[Opening ENTRIES PROVIDED section]

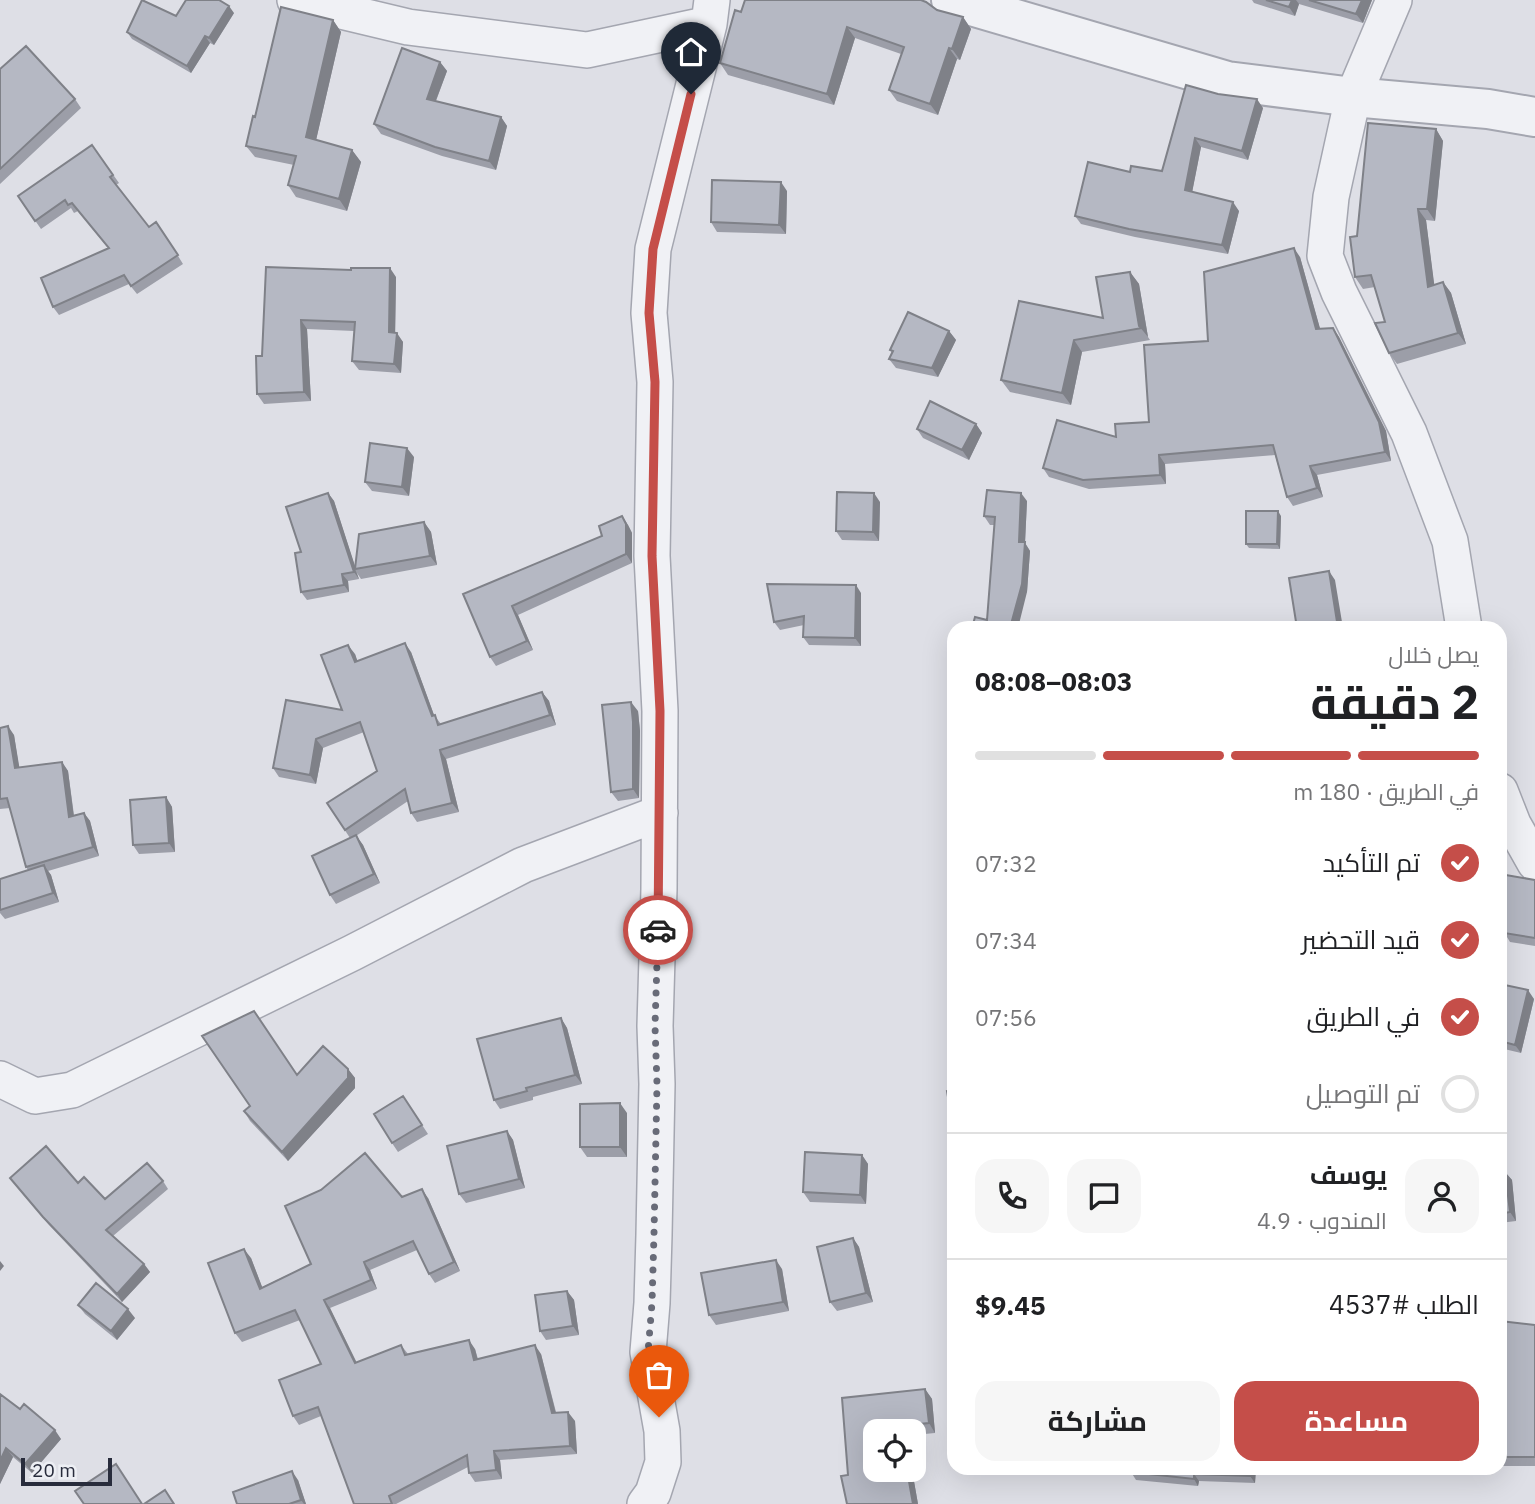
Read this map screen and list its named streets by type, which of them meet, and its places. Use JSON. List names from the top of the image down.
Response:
{
  "scale_bar": "20 m",
  "page": {
    "heading": ["2 دقيقة", "يصل خلال", "08:03–08:08"],
    "panel": [
      "يوسف",
      "المندوب · 4.9",
      "الطلب #4537",
      "$9.45"
    ],
    "bar": "في الطريق · 180 m",
    "list": [
      ["تم التأكيد", "07:32"],
      ["قيد التحضير", "07:34"],
      ["في الطريق", "07:56"],
      "تم التوصيل"
    ],
    "buttons": ["مساعدة", "مشاركة"],
    "scale": "20 m"
  }
}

[Closing ENTRIES PROVIDED section]

Print the records word for word and exclude any picture they hold.

Read this map screen and list its named streets by type, which of them meet, and its places. Use JSON. List names from the top of the image down.
Response:
{
  "scale_bar": "20 m",
  "page": {
    "heading": ["2 دقيقة", "يصل خلال", "08:03–08:08"],
    "panel": [
      "يوسف",
      "المندوب · 4.9",
      "الطلب #4537",
      "$9.45"
    ],
    "bar": "في الطريق · 180 m",
    "list": [
      ["تم التأكيد", "07:32"],
      ["قيد التحضير", "07:34"],
      ["في الطريق", "07:56"],
      "تم التوصيل"
    ],
    "buttons": ["مساعدة", "مشاركة"],
    "scale": "20 m"
  }
}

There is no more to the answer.